> [Work task]: Please restate the following records word for word.

> [Supplied material]:

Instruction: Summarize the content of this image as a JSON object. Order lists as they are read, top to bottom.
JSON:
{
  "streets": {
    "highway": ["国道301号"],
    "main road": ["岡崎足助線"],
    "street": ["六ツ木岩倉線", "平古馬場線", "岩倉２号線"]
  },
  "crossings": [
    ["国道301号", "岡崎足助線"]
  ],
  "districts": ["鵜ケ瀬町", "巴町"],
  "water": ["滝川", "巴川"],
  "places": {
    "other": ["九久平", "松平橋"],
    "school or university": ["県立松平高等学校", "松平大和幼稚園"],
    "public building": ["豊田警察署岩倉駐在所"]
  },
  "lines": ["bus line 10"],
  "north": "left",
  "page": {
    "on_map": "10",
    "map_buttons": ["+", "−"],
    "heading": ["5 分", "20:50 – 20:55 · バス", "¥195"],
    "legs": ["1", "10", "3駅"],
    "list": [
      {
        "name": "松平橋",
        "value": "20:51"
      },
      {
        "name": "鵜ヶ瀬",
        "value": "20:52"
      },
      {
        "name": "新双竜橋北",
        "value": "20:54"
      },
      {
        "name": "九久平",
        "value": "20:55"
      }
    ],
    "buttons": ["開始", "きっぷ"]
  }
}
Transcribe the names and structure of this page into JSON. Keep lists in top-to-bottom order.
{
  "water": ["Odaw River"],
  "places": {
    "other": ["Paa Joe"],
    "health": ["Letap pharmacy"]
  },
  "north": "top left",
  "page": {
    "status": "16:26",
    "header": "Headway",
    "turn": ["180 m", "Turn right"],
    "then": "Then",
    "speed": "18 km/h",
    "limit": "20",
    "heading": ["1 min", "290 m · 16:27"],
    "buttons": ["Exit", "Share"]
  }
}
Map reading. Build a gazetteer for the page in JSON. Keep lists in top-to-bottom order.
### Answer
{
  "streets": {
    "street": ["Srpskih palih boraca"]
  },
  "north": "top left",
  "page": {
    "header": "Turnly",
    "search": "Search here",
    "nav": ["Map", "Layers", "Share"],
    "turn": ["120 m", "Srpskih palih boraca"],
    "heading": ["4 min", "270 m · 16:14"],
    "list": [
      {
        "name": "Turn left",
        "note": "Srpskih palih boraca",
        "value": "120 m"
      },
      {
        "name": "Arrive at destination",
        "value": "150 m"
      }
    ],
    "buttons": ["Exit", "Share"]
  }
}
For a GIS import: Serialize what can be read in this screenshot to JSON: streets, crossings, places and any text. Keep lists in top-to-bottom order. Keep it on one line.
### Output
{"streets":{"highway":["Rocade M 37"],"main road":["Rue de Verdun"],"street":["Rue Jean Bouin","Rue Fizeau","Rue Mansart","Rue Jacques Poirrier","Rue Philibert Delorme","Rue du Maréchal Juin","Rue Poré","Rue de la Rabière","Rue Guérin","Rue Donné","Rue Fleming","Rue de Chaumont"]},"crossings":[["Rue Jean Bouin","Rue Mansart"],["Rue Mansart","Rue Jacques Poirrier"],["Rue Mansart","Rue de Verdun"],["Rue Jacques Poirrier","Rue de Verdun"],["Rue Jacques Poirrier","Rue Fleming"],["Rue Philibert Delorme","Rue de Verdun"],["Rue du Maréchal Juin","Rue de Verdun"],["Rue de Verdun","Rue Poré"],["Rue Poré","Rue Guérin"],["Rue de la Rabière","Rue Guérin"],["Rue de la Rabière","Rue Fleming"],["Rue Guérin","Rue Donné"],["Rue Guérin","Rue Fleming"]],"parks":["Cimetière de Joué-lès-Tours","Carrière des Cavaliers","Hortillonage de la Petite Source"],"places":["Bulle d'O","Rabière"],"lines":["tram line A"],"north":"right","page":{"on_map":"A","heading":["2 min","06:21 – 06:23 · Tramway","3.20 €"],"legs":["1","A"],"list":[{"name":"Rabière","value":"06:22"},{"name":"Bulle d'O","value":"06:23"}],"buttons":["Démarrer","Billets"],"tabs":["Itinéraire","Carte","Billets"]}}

> [Task solution]:
Instruction: Summarize the content of this image as a JSON object. Order lists as they are read, top to bottom.
JSON:
{
  "streets": {
    "highway": ["国道301号"],
    "main road": ["岡崎足助線"],
    "street": ["六ツ木岩倉線", "平古馬場線", "岩倉２号線"]
  },
  "crossings": [
    ["国道301号", "岡崎足助線"]
  ],
  "districts": ["鵜ケ瀬町", "巴町"],
  "water": ["滝川", "巴川"],
  "places": {
    "other": ["九久平", "松平橋"],
    "school or university": ["県立松平高等学校", "松平大和幼稚園"],
    "public building": ["豊田警察署岩倉駐在所"]
  },
  "lines": ["bus line 10"],
  "north": "left",
  "page": {
    "on_map": "10",
    "map_buttons": ["+", "−"],
    "heading": ["5 分", "20:50 – 20:55 · バス", "¥195"],
    "legs": ["1", "10", "3駅"],
    "list": [
      {
        "name": "松平橋",
        "value": "20:51"
      },
      {
        "name": "鵜ヶ瀬",
        "value": "20:52"
      },
      {
        "name": "新双竜橋北",
        "value": "20:54"
      },
      {
        "name": "九久平",
        "value": "20:55"
      }
    ],
    "buttons": ["開始", "きっぷ"]
  }
}
Transcribe the names and structure of this page into JSON. Keep lists in top-to-bottom order.
{
  "water": ["Odaw River"],
  "places": {
    "other": ["Paa Joe"],
    "health": ["Letap pharmacy"]
  },
  "north": "top left",
  "page": {
    "status": "16:26",
    "header": "Headway",
    "turn": ["180 m", "Turn right"],
    "then": "Then",
    "speed": "18 km/h",
    "limit": "20",
    "heading": ["1 min", "290 m · 16:27"],
    "buttons": ["Exit", "Share"]
  }
}
Map reading. Build a gazetteer for the page in JSON. Keep lists in top-to-bottom order.
### Answer
{
  "streets": {
    "street": ["Srpskih palih boraca"]
  },
  "north": "top left",
  "page": {
    "header": "Turnly",
    "search": "Search here",
    "nav": ["Map", "Layers", "Share"],
    "turn": ["120 m", "Srpskih palih boraca"],
    "heading": ["4 min", "270 m · 16:14"],
    "list": [
      {
        "name": "Turn left",
        "note": "Srpskih palih boraca",
        "value": "120 m"
      },
      {
        "name": "Arrive at destination",
        "value": "150 m"
      }
    ],
    "buttons": ["Exit", "Share"]
  }
}
For a GIS import: Serialize what can be read in this screenshot to JSON: streets, crossings, places and any text. Keep lists in top-to-bottom order. Keep it on one line.
### Output
{"streets":{"highway":["Rocade M 37"],"main road":["Rue de Verdun"],"street":["Rue Jean Bouin","Rue Fizeau","Rue Mansart","Rue Jacques Poirrier","Rue Philibert Delorme","Rue du Maréchal Juin","Rue Poré","Rue de la Rabière","Rue Guérin","Rue Donné","Rue Fleming","Rue de Chaumont"]},"crossings":[["Rue Jean Bouin","Rue Mansart"],["Rue Mansart","Rue Jacques Poirrier"],["Rue Mansart","Rue de Verdun"],["Rue Jacques Poirrier","Rue de Verdun"],["Rue Jacques Poirrier","Rue Fleming"],["Rue Philibert Delorme","Rue de Verdun"],["Rue du Maréchal Juin","Rue de Verdun"],["Rue de Verdun","Rue Poré"],["Rue Poré","Rue Guérin"],["Rue de la Rabière","Rue Guérin"],["Rue de la Rabière","Rue Fleming"],["Rue Guérin","Rue Donné"],["Rue Guérin","Rue Fleming"]],"parks":["Cimetière de Joué-lès-Tours","Carrière des Cavaliers","Hortillonage de la Petite Source"],"places":["Bulle d'O","Rabière"],"lines":["tram line A"],"north":"right","page":{"on_map":"A","heading":["2 min","06:21 – 06:23 · Tramway","3.20 €"],"legs":["1","A"],"list":[{"name":"Rabière","value":"06:22"},{"name":"Bulle d'O","value":"06:23"}],"buttons":["Démarrer","Billets"],"tabs":["Itinéraire","Carte","Billets"]}}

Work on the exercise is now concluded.